WHILE OBSTACLE COURSE races are a popular fitness pursuit, the concept of implementing the training principles behind them into your everyday workouts isn't so widespread. But that's how Thaddeus "TK" Kornegay, NASM-CPT, a trainer and member of the 2023 Men's Health Strength in Diversity class, designs his sessions—including this brutal five-minute routine that will push you to your limit.
The workout, which TK calls the "Ticking Time Bomb," challenges you to jump, row, and hold through the entire period with no real time to rest. The series is relatively simple—all you need is a timer, a pair of light to medium dumbbells, and some space to jump around to give it a go.
You'll take on TK's routine using an every minute on the minute (EMOM) structure. That means at the start of each minute, you'll perform a set amount of reps for each exercise, then rest for the amount of time left until the next minute begins. For this particular workout, however, you'll pass the time in a squat hold position, making every moment a challenge.
The Ticking Time Bomb Workout
Directions: Set a timer for five minutes.
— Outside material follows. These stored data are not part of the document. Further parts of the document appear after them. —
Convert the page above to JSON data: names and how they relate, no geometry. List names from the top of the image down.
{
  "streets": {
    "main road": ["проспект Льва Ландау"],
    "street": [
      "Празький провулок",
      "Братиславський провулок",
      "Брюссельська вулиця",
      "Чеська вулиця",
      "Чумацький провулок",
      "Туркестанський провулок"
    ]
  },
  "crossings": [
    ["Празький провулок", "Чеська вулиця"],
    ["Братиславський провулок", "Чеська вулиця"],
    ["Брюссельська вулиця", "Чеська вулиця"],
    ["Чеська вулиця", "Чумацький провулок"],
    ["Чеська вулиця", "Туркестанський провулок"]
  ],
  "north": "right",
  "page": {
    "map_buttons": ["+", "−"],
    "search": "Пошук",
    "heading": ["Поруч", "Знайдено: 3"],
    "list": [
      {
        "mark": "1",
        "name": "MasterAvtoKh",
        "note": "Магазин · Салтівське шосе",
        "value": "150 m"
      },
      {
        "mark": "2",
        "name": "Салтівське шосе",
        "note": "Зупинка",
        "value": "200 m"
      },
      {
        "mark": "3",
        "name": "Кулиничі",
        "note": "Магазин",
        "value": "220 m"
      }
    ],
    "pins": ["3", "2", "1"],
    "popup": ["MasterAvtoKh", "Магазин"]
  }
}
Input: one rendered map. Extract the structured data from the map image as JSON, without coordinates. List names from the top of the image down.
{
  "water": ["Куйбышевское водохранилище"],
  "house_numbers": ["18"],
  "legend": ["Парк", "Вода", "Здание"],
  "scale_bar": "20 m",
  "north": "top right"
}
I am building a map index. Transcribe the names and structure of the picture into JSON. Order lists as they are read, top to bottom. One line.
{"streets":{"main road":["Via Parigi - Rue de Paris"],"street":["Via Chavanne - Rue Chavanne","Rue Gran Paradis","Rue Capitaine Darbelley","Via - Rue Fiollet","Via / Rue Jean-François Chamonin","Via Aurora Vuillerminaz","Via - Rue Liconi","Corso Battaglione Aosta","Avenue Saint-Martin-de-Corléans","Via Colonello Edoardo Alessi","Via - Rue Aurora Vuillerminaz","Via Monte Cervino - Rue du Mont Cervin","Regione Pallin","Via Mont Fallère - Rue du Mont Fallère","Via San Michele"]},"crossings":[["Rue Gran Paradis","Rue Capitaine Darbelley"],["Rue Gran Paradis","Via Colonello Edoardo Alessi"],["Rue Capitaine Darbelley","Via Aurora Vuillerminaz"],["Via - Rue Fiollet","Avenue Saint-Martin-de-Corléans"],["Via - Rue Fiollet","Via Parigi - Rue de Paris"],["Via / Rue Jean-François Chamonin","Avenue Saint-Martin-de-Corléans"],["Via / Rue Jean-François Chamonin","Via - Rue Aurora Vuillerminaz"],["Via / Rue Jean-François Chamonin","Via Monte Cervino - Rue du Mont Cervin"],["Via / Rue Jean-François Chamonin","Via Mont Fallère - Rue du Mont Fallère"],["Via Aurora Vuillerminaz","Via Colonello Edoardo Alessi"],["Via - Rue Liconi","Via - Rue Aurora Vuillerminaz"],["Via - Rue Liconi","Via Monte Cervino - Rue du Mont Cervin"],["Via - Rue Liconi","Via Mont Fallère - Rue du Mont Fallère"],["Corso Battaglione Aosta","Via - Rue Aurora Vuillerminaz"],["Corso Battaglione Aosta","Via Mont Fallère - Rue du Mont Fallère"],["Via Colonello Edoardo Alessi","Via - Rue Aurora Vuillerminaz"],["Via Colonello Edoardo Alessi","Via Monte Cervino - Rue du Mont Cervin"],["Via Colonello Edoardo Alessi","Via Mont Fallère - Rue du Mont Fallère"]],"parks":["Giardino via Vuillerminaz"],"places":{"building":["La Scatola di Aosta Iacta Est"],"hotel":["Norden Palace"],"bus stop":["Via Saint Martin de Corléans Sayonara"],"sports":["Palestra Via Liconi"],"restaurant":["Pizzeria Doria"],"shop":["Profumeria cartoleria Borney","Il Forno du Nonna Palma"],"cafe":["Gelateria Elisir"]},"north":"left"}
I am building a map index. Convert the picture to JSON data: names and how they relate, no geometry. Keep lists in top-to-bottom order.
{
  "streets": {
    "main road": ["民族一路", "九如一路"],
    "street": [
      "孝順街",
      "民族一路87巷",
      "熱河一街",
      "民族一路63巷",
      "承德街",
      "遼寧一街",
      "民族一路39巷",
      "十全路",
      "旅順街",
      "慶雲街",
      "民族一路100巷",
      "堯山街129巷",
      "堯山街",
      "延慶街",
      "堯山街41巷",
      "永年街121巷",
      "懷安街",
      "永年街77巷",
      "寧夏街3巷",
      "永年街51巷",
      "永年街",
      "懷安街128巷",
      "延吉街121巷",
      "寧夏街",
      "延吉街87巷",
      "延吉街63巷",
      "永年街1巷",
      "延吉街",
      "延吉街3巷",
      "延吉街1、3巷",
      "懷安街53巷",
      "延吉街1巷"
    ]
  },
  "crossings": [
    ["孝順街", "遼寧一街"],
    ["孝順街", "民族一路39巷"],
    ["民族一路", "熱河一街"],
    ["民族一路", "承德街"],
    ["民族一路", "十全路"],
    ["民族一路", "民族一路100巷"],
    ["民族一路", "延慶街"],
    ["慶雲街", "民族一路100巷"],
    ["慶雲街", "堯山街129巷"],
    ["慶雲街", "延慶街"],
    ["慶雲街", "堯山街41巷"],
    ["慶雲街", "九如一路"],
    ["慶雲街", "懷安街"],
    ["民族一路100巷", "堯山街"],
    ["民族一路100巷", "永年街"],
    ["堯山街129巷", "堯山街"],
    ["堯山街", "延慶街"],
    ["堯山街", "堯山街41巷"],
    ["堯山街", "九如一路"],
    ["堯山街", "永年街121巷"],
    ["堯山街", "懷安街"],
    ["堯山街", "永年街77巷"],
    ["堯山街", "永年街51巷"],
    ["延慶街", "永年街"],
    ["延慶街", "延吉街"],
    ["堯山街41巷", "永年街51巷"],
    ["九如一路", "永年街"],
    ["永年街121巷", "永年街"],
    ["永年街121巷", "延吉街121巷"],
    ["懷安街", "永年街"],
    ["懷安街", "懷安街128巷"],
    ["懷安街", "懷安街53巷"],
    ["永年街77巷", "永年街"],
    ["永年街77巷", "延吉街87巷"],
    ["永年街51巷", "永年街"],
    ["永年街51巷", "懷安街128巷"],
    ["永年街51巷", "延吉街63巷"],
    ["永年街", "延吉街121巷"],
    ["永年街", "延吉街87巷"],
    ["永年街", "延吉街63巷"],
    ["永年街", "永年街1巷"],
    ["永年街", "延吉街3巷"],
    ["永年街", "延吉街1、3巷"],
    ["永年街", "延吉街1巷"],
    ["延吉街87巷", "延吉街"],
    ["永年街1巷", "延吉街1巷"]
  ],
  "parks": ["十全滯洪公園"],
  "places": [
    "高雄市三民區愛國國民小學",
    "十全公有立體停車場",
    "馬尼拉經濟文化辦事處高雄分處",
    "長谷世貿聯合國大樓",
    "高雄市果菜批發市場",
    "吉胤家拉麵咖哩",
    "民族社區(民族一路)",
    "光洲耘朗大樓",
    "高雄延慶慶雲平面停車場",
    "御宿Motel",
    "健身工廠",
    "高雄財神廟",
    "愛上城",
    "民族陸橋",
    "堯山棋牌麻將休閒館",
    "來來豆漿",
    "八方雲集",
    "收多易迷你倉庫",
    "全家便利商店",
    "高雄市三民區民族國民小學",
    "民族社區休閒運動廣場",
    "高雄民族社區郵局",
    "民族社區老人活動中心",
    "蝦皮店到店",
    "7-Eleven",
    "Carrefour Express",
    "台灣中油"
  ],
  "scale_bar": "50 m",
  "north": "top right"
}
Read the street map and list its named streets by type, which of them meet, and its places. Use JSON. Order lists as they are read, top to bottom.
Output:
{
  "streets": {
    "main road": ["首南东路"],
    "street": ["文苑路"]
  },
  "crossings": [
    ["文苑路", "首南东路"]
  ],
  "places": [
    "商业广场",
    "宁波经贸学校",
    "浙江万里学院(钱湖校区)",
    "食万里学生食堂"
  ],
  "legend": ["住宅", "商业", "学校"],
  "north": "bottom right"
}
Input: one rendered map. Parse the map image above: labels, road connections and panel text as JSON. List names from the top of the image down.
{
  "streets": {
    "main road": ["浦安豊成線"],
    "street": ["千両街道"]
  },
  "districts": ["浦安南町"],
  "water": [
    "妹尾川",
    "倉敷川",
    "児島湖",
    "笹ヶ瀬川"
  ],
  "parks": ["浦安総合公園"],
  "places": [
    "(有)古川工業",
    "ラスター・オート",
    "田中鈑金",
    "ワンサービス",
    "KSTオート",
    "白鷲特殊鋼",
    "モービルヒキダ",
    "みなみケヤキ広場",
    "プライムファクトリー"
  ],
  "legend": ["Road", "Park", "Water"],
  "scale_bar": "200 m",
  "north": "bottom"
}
At the start of the first minute, perform four burpee broad jumps. Immediately get into position with the dumbbells to perform six reps of renegade rows (three reps per arm). After finishing the rows, stand up in a squat hold for the remainder of the period. When the next minute starts, begin the cycle again. Repeat for the five minute period.
Burpee Broad Jump
How to Do It:
Start standing with your feet shoulder-width apart.
Squat down, placing your hands flat on the floor inside your feet.
Leap your feet back into a pushup position, squeezing your shoulder blades, abs, and glutes. Your feet should be slightly wider than shoulder-width apart.
Bend at the elbows to lower your chest down to the floor. Control this movement rather than throwing yourself straight down.
Press back up into the pushup.
Leap your feet forward back to the initial squatting position.
Explode straight forward into the broad jump, driving your arms up.
Land on the floor under control.
For an extra challenge (and to add another OCR component to the workout), you can leap over the dumbbells you'll use for the next exercise. If you feel tired or not confident you can clear the weights, skip this part.
How to Do It:
Start in a high plank position, with dumbbells in each hand. Your shoulders should be directly over your wrists, squeezing your shoulder blades, abs, and glutes.
Move your feet out just a bit wider than the standard plank at about shoulder-width apart.
Row one of the dumbbells up to your chest. Squeeze your abs and glutes to keep your hips square to the floor.
Return the weight to the floor. Repeat with the other arm.
How to Do It:
Start standing with your feet a bit wider than shoulder-width apart and your toes pointing out at a comfortable angle.
Squeeze your shoulder blades, abs, and glutes. Think about keeping your chest up.
Push your butt back, then bend your knees to lower down into the squat.
Descend to a parallel or near-parallel position (meaning your thighs are in line with the floor). Aim for a depth with your butt just deeper than your knees.
Hold this position for the remainder of the period, working to keep your chest up.